= Your goal =
Pictures aside, repeat all the entries below exactly as they appear.
─── Exercise material ───
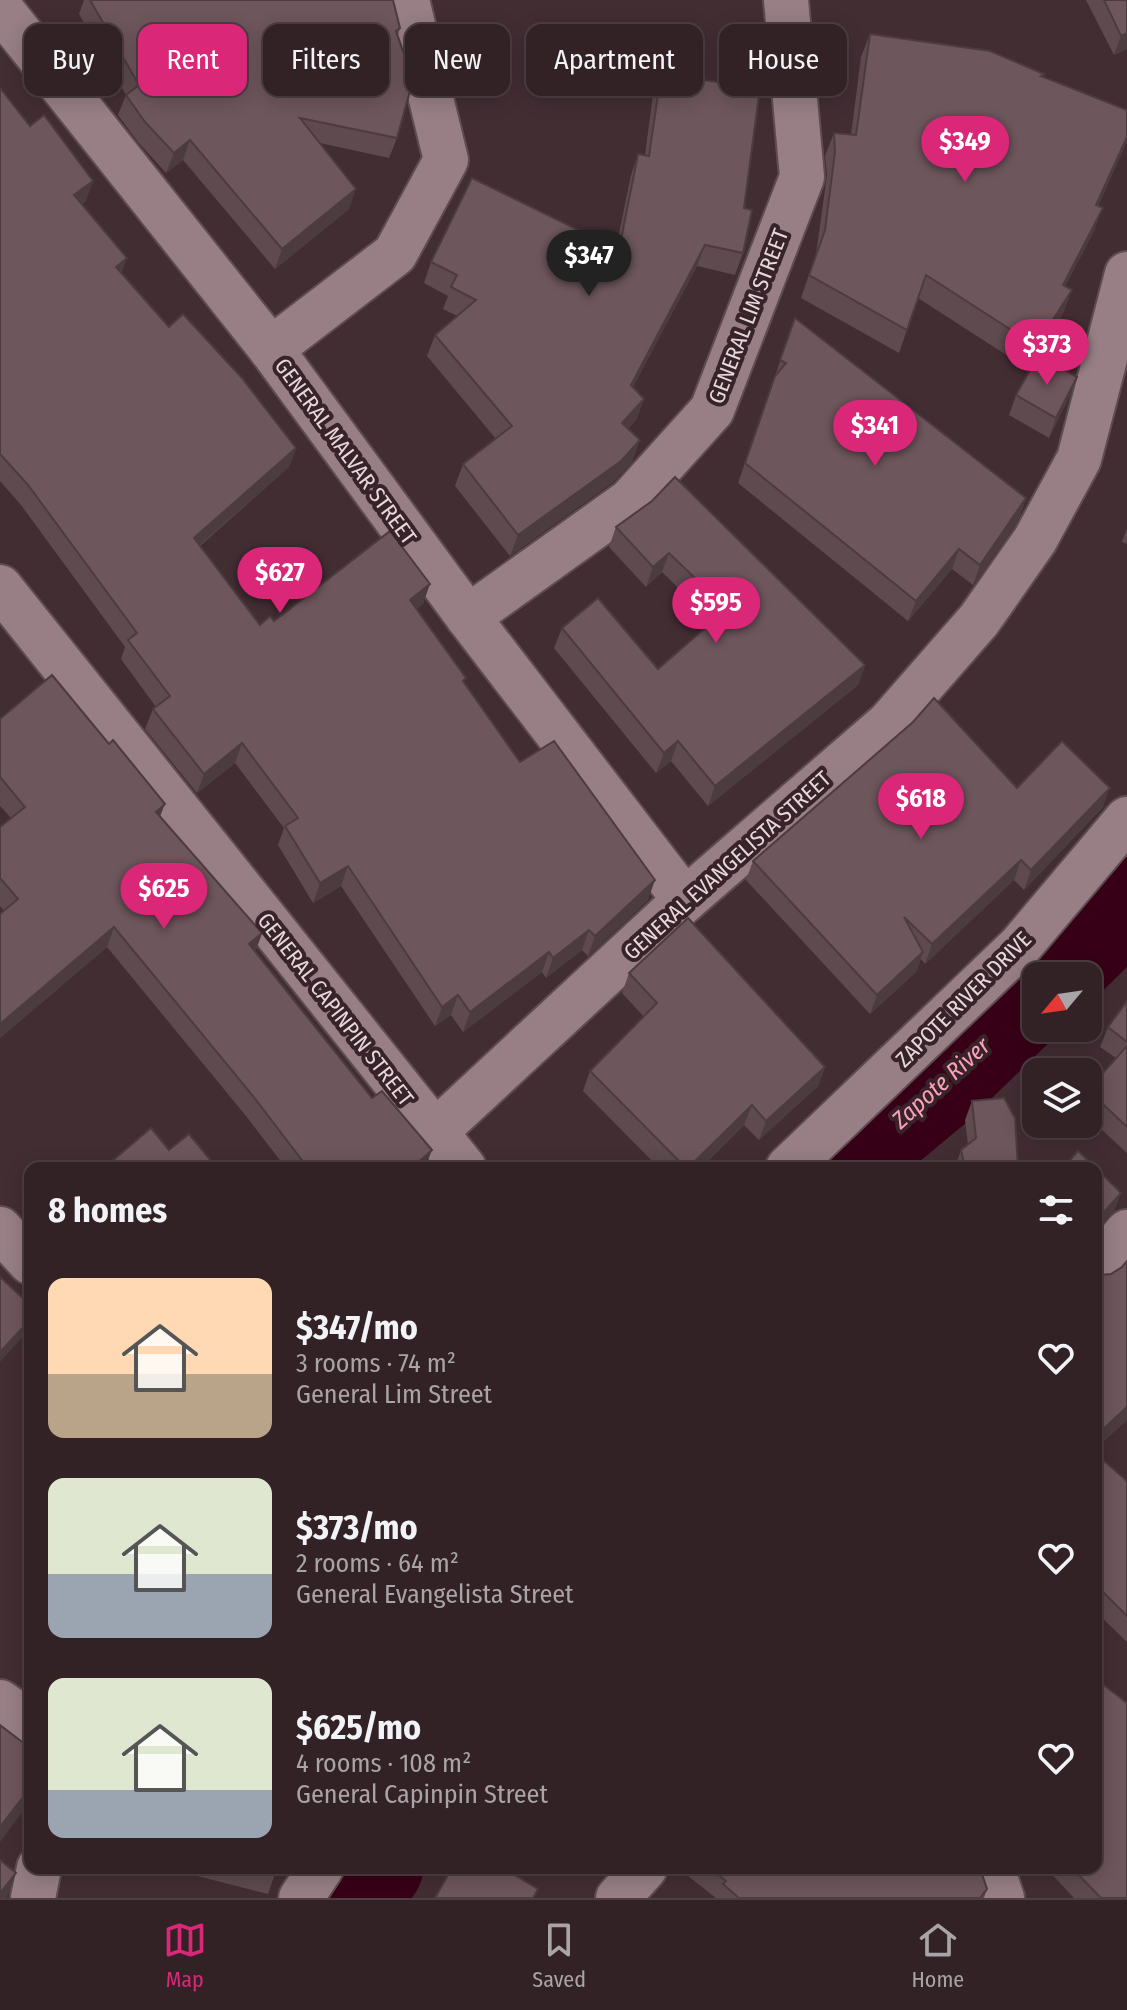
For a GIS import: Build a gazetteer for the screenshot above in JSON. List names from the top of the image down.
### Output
{
  "streets": {
    "street": [
      "GENERAL LIM STREET",
      "GENERAL MALVAR STREET",
      "GENERAL EVANGELISTA STREET",
      "ZAPOTE RIVER DRIVE",
      "GENERAL CAPINPIN STREET"
    ]
  },
  "crossings": [
    ["GENERAL LIM STREET", "GENERAL MALVAR STREET"],
    ["GENERAL MALVAR STREET", "GENERAL EVANGELISTA STREET"],
    ["GENERAL EVANGELISTA STREET", "GENERAL CAPINPIN STREET"]
  ],
  "water": ["Zapote River"],
  "north": "bottom left",
  "page": {
    "chip": [
      "Buy",
      "Rent",
      "Filters",
      "New",
      "Apartment",
      "House"
    ],
    "price": [
      "$349",
      "$347",
      "$373",
      "$341",
      "$627",
      "$595",
      "$618",
      "$625"
    ],
    "heading": "8 homes",
    "list": [
      {
        "name": "$347/mo",
        "note": "3 rooms · 74 m² · General Lim Street"
      },
      {
        "name": "$373/mo",
        "note": "2 rooms · 64 m² · General Evangelista Street"
      },
      {
        "name": "$625/mo",
        "note": "4 rooms · 108 m² · General Capinpin Street"
      }
    ],
    "tabs": ["Map", "Saved", "Home"]
  }
}
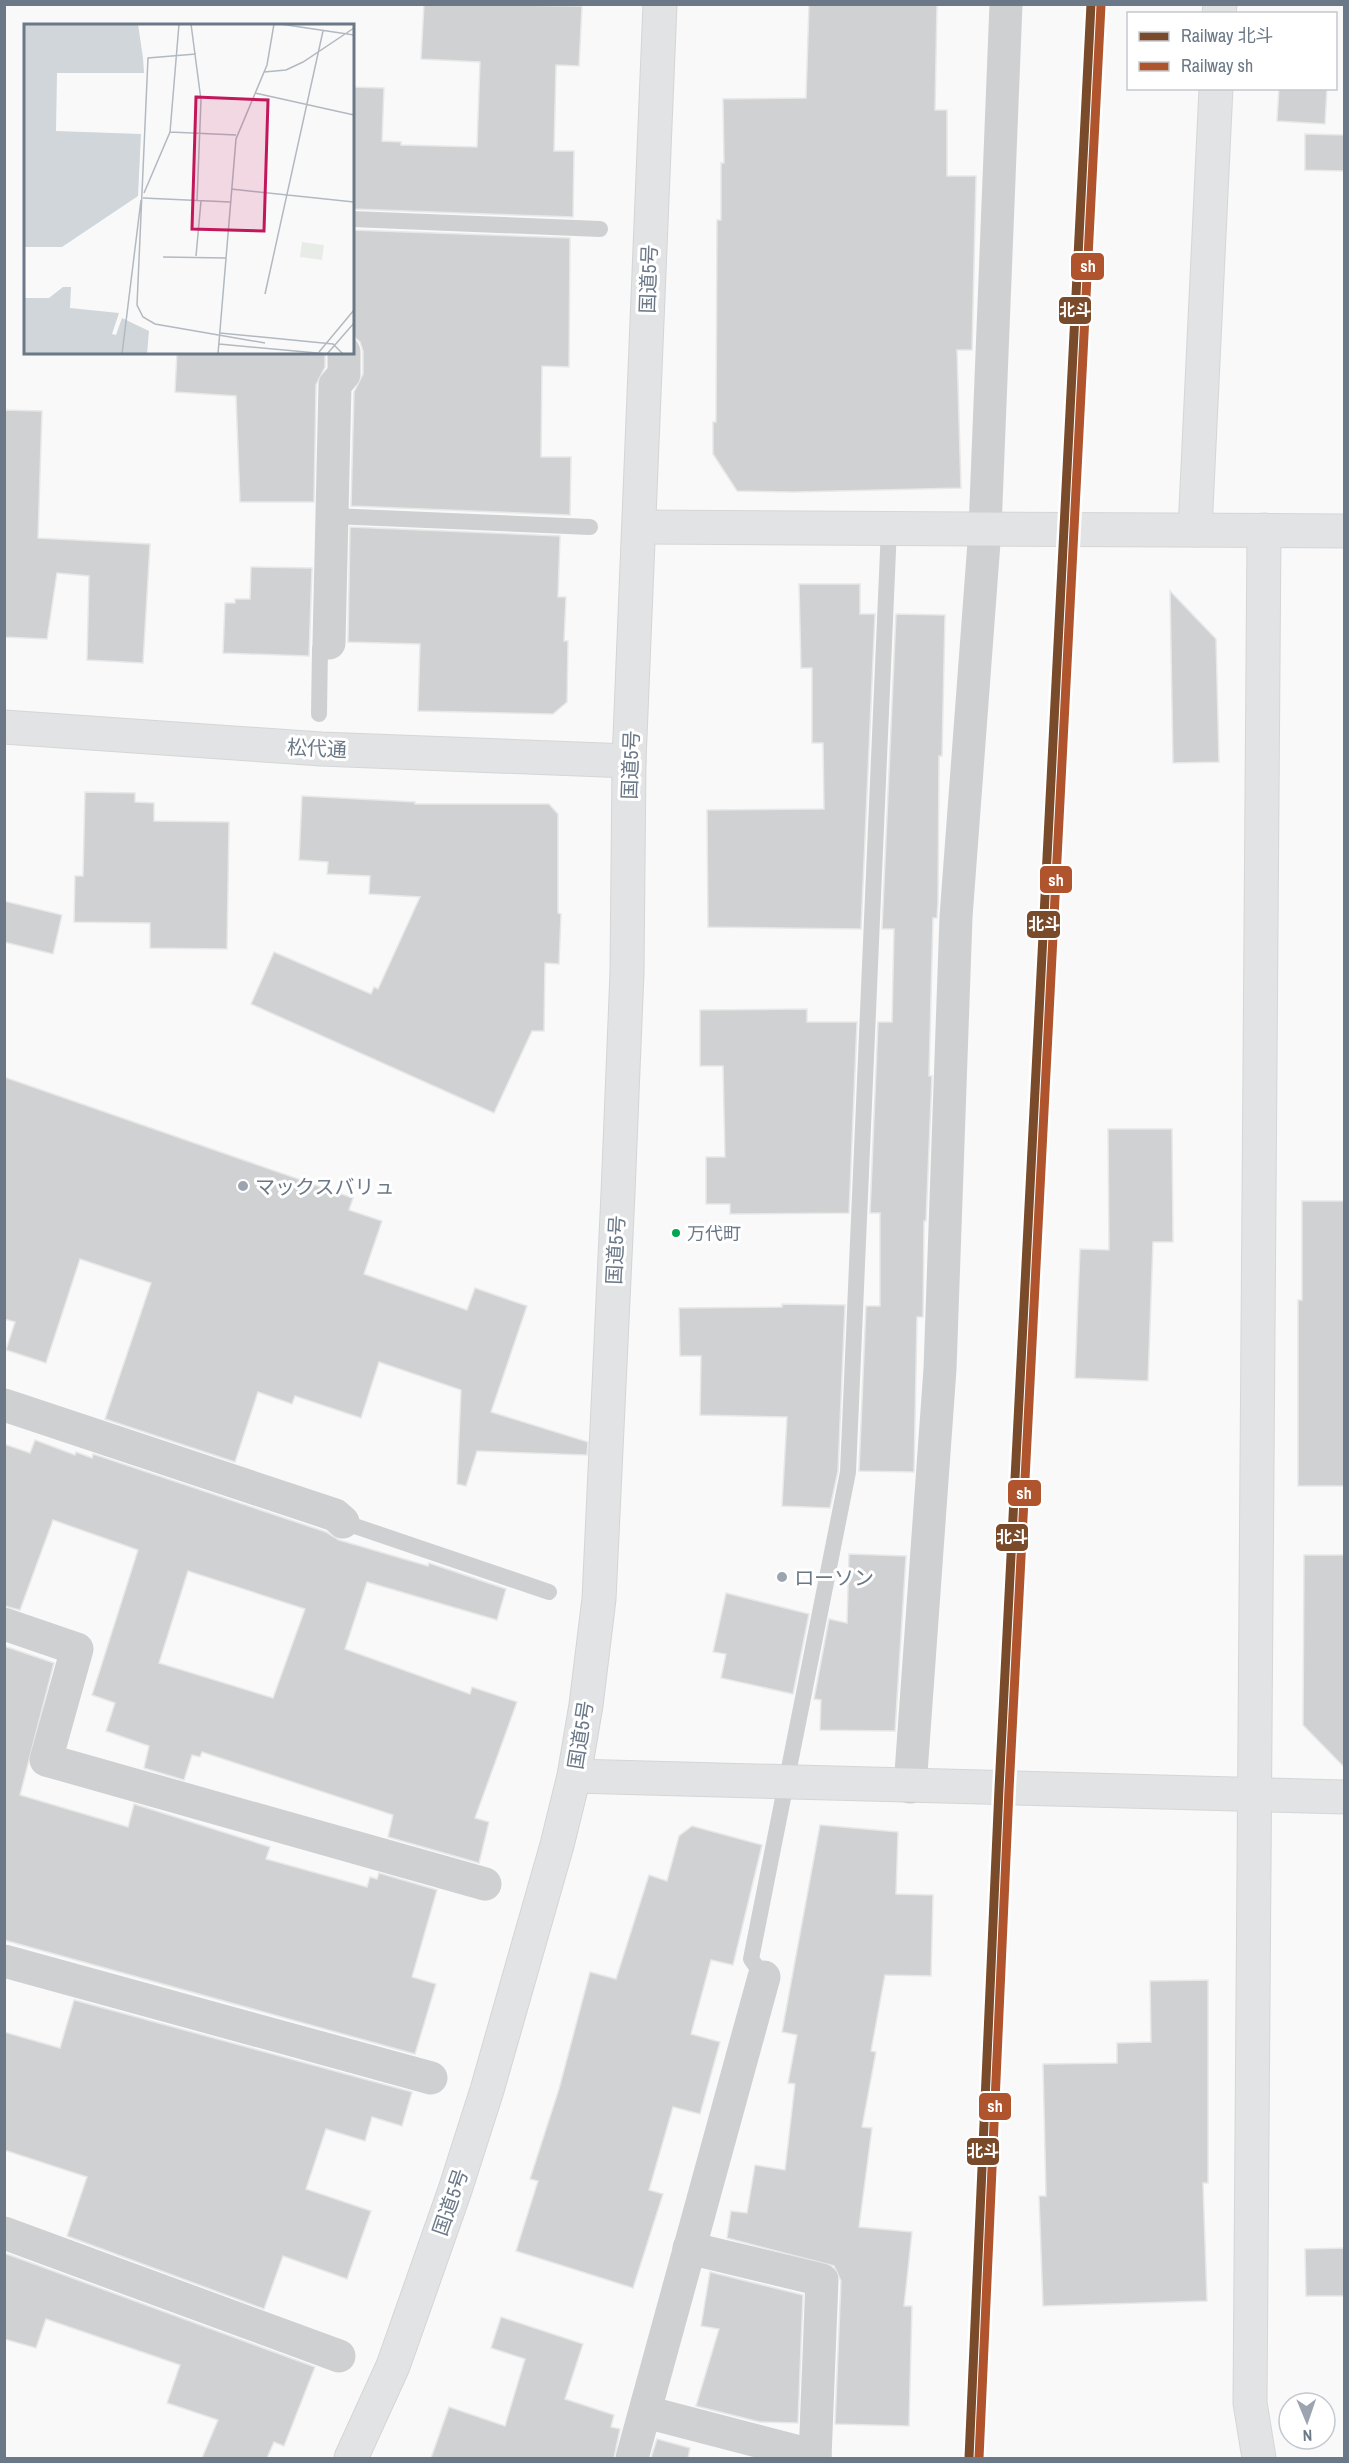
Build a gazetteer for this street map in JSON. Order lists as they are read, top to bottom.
{
  "streets": {
    "main road": ["国道5号", "松代通"]
  },
  "crossings": [
    ["国道5号", "松代通"]
  ],
  "places": ["マックスバリュ", "万代町", "ローソン"],
  "lines": ["rail line 北斗", "rail line sh"],
  "legend": ["Railway 北斗", "Railway sh"],
  "north": "bottom"
}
───
= Result of the task =
For a GIS import: Build a gazetteer for the screenshot above in JSON. List names from the top of the image down.
### Output
{
  "streets": {
    "street": [
      "GENERAL LIM STREET",
      "GENERAL MALVAR STREET",
      "GENERAL EVANGELISTA STREET",
      "ZAPOTE RIVER DRIVE",
      "GENERAL CAPINPIN STREET"
    ]
  },
  "crossings": [
    ["GENERAL LIM STREET", "GENERAL MALVAR STREET"],
    ["GENERAL MALVAR STREET", "GENERAL EVANGELISTA STREET"],
    ["GENERAL EVANGELISTA STREET", "GENERAL CAPINPIN STREET"]
  ],
  "water": ["Zapote River"],
  "north": "bottom left",
  "page": {
    "chip": [
      "Buy",
      "Rent",
      "Filters",
      "New",
      "Apartment",
      "House"
    ],
    "price": [
      "$349",
      "$347",
      "$373",
      "$341",
      "$627",
      "$595",
      "$618",
      "$625"
    ],
    "heading": "8 homes",
    "list": [
      {
        "name": "$347/mo",
        "note": "3 rooms · 74 m² · General Lim Street"
      },
      {
        "name": "$373/mo",
        "note": "2 rooms · 64 m² · General Evangelista Street"
      },
      {
        "name": "$625/mo",
        "note": "4 rooms · 108 m² · General Capinpin Street"
      }
    ],
    "tabs": ["Map", "Saved", "Home"]
  }
}
Build a gazetteer for this street map in JSON. Order lists as they are read, top to bottom.
{
  "streets": {
    "main road": ["国道5号", "松代通"]
  },
  "crossings": [
    ["国道5号", "松代通"]
  ],
  "places": ["マックスバリュ", "万代町", "ローソン"],
  "lines": ["rail line 北斗", "rail line sh"],
  "legend": ["Railway 北斗", "Railway sh"],
  "north": "bottom"
}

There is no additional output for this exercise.